# Collected data entries:
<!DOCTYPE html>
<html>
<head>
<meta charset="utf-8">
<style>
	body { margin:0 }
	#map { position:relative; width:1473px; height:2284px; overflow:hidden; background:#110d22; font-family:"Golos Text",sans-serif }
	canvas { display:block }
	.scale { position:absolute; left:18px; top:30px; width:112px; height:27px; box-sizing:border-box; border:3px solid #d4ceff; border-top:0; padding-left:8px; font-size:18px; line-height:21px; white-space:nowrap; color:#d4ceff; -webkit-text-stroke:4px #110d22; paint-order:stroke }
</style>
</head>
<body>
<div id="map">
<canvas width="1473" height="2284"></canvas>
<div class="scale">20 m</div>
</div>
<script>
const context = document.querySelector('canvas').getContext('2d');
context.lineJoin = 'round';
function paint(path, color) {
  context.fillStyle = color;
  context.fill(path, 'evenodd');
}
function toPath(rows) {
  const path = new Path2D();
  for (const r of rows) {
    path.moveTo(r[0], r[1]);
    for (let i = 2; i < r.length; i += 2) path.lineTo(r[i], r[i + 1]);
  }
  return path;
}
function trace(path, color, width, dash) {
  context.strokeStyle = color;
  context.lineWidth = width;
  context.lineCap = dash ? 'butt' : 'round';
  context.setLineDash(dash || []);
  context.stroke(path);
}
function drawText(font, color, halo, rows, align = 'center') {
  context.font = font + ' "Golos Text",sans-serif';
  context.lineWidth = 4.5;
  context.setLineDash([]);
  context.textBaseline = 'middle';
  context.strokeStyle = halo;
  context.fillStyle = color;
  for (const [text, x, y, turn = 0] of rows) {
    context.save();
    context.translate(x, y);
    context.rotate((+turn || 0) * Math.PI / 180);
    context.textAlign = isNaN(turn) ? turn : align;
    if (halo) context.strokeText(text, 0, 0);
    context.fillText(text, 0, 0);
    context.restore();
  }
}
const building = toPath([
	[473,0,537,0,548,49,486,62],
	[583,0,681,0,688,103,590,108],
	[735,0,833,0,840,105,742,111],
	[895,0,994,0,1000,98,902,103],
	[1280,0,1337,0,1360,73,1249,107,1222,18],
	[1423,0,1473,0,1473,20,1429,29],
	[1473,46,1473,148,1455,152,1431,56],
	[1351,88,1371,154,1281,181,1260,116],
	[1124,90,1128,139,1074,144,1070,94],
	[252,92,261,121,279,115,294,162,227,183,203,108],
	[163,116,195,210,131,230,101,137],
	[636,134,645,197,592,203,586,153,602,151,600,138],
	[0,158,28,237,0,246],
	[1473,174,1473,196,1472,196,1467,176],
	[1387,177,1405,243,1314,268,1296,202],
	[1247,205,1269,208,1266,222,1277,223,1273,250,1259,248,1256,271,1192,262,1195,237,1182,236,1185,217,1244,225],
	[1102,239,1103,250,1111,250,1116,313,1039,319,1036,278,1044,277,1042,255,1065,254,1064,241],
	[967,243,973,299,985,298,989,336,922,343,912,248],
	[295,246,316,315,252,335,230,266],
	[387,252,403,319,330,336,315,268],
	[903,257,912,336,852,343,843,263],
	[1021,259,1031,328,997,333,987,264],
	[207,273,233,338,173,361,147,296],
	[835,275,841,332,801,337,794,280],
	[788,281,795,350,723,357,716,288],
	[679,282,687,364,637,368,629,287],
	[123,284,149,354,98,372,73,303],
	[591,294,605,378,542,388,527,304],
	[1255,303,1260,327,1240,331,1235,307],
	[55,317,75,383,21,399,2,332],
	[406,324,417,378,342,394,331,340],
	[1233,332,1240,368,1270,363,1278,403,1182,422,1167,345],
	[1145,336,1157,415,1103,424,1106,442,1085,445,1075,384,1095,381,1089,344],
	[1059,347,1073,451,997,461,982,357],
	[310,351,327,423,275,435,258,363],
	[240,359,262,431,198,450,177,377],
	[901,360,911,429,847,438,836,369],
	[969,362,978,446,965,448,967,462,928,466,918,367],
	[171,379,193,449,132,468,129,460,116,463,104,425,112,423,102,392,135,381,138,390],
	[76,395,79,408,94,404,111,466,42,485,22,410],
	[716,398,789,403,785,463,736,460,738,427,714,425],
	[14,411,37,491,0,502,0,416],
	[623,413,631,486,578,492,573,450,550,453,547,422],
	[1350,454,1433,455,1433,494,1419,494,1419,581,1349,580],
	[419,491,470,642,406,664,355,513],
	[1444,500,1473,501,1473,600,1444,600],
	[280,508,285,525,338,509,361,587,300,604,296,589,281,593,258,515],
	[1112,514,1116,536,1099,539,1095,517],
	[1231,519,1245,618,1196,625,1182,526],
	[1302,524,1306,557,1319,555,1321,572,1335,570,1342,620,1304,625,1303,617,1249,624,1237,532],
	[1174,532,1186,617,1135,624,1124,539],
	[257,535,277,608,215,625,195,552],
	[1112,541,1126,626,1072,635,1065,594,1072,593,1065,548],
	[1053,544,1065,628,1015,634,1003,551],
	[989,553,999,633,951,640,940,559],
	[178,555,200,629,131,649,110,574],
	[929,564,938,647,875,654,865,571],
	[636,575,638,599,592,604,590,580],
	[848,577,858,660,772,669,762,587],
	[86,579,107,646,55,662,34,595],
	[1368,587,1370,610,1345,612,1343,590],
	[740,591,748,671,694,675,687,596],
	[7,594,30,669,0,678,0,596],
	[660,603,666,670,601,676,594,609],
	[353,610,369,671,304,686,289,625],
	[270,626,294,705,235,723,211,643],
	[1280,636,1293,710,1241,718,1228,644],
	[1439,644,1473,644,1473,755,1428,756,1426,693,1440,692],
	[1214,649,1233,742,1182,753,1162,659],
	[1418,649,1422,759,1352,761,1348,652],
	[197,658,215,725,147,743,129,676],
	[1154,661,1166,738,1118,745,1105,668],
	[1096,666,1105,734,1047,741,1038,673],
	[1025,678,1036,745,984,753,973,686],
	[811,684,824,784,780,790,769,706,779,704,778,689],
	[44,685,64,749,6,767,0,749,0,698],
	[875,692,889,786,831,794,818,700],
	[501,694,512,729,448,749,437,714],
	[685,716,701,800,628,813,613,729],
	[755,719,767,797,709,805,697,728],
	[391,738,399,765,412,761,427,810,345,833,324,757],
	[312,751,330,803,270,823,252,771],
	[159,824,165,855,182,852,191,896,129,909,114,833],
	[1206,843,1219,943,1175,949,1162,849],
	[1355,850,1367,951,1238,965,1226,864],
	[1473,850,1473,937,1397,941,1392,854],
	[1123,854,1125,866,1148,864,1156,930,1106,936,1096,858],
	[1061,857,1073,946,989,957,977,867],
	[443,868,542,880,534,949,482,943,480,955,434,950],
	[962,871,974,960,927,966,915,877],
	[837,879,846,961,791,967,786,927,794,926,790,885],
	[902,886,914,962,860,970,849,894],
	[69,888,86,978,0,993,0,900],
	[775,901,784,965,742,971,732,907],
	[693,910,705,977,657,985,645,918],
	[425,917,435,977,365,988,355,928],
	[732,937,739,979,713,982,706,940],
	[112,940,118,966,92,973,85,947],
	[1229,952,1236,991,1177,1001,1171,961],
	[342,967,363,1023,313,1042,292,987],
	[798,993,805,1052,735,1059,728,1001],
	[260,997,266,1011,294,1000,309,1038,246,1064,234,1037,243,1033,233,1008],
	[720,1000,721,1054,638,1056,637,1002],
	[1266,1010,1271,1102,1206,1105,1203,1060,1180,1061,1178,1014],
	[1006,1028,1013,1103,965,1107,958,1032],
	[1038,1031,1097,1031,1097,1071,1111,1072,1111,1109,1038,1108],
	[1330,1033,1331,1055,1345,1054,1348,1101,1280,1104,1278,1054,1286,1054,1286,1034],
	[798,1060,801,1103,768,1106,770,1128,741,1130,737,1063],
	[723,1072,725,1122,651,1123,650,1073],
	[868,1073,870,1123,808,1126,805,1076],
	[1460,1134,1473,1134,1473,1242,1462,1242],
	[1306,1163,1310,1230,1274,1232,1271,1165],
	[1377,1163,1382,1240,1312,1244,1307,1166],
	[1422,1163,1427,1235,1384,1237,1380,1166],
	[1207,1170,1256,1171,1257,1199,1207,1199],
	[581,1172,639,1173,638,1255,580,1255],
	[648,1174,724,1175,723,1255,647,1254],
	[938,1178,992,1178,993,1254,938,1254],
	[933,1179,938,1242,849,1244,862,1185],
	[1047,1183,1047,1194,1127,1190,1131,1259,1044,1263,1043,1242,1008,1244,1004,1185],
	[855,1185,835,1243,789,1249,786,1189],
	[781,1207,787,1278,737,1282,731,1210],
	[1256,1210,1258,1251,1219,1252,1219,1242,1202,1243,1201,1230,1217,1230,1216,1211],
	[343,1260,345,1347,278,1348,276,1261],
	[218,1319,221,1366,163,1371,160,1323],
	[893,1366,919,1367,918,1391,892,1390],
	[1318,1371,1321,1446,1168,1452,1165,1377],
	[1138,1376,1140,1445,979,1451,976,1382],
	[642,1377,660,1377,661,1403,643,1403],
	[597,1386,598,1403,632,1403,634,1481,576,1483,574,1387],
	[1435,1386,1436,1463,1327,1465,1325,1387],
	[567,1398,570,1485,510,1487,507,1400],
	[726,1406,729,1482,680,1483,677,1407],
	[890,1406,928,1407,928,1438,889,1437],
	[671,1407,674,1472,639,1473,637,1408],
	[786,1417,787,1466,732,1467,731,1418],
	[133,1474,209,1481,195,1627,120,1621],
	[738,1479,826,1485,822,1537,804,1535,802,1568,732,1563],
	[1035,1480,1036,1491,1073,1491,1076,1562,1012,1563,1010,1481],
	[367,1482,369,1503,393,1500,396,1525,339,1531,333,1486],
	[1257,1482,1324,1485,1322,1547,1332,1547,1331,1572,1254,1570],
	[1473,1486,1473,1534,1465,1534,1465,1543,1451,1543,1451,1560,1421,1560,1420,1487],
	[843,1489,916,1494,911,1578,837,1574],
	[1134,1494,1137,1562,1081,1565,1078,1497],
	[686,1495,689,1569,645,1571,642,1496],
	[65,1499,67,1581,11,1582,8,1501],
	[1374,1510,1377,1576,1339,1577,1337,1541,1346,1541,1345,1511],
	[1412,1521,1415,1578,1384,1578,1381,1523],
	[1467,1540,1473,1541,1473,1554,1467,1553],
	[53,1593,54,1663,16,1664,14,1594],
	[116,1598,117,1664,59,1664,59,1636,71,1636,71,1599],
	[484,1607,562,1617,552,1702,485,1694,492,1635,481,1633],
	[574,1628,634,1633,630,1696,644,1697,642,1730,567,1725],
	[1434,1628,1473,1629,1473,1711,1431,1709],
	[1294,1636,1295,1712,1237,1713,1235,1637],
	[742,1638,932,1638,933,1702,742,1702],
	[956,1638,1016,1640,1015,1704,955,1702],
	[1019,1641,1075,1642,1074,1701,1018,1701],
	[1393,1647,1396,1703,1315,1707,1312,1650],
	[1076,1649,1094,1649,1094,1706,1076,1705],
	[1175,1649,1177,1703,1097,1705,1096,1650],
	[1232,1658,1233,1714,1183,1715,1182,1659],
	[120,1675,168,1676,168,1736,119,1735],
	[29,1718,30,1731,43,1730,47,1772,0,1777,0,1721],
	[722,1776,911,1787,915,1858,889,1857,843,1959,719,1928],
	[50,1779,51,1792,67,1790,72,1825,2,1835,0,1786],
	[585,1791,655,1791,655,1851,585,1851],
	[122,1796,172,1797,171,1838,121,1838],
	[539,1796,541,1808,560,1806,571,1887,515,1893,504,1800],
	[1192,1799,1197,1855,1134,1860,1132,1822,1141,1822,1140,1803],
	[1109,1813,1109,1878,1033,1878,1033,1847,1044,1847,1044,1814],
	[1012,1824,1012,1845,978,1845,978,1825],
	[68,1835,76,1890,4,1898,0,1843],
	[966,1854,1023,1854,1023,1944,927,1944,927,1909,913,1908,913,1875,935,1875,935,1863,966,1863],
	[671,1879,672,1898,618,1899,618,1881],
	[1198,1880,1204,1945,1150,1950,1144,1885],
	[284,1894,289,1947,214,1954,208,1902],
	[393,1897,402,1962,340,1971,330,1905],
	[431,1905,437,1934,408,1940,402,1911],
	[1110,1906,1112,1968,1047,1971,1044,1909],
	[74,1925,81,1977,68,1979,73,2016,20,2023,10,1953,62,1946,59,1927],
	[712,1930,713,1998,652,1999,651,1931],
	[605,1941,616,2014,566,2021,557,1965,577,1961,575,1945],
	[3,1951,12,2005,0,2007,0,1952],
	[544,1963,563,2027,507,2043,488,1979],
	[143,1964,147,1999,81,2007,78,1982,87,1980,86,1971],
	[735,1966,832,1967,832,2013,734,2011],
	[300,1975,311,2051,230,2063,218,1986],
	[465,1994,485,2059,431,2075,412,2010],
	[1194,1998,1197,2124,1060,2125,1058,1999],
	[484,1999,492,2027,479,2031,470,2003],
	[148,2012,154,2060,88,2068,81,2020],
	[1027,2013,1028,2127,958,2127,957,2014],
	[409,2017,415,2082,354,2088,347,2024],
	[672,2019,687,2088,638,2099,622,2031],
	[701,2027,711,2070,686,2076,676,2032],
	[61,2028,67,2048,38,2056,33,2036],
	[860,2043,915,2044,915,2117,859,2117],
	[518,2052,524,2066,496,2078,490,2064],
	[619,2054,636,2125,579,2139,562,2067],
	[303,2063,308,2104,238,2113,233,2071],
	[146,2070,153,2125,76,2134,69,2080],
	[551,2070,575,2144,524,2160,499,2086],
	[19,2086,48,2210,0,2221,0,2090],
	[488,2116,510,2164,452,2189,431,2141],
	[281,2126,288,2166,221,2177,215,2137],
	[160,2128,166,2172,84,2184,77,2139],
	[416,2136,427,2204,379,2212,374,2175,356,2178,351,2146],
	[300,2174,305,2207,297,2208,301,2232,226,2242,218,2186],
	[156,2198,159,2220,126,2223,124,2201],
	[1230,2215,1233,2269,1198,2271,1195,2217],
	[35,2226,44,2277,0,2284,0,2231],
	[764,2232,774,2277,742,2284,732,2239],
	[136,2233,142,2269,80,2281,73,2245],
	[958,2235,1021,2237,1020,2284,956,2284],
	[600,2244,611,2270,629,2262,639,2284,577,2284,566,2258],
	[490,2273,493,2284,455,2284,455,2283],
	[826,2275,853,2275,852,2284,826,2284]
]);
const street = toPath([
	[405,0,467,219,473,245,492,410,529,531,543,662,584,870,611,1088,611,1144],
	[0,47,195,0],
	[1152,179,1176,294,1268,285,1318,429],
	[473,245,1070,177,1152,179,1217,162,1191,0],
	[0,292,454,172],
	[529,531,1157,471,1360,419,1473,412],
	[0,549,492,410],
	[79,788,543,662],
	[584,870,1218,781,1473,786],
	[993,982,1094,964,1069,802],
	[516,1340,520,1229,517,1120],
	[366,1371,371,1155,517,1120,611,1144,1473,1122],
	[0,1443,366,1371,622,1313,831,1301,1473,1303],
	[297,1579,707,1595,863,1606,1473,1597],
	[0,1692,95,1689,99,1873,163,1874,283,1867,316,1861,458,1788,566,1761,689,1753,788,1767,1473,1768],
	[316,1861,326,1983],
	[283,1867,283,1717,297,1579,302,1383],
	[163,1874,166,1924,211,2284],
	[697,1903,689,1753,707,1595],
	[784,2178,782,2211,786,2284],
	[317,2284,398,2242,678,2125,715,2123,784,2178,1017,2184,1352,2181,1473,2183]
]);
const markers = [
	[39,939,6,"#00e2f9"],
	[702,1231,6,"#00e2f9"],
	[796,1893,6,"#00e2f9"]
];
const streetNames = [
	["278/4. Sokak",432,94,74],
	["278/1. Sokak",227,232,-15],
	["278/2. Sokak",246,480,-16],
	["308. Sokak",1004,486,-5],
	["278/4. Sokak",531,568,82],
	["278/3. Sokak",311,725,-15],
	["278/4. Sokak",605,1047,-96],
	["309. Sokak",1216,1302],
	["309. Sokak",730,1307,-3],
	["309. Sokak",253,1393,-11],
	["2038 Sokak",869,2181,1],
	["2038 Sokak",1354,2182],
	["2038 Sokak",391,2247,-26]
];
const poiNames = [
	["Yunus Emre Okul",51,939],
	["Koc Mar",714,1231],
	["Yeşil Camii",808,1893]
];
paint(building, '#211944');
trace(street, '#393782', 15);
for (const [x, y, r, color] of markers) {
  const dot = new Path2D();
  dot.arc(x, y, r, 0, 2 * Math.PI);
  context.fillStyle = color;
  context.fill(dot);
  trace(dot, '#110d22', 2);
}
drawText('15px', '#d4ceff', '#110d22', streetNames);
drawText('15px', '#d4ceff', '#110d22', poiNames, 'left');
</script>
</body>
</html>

# Exercise goal:
The exercise is to copy out every line above that has the word "scale" in it.

# Your solution:
	.scale { position:absolute; left:18px; top:30px; width:112px; height:27px; box-sizing:border-box; border:3px solid #d4ceff; border-top:0; padding-left:8px; font-size:18px; line-height:21px; white-space:nowrap; color:#d4ceff; -webkit-text-stroke:4px #110d22; paint-order:stroke }
<div class="scale">20 m</div>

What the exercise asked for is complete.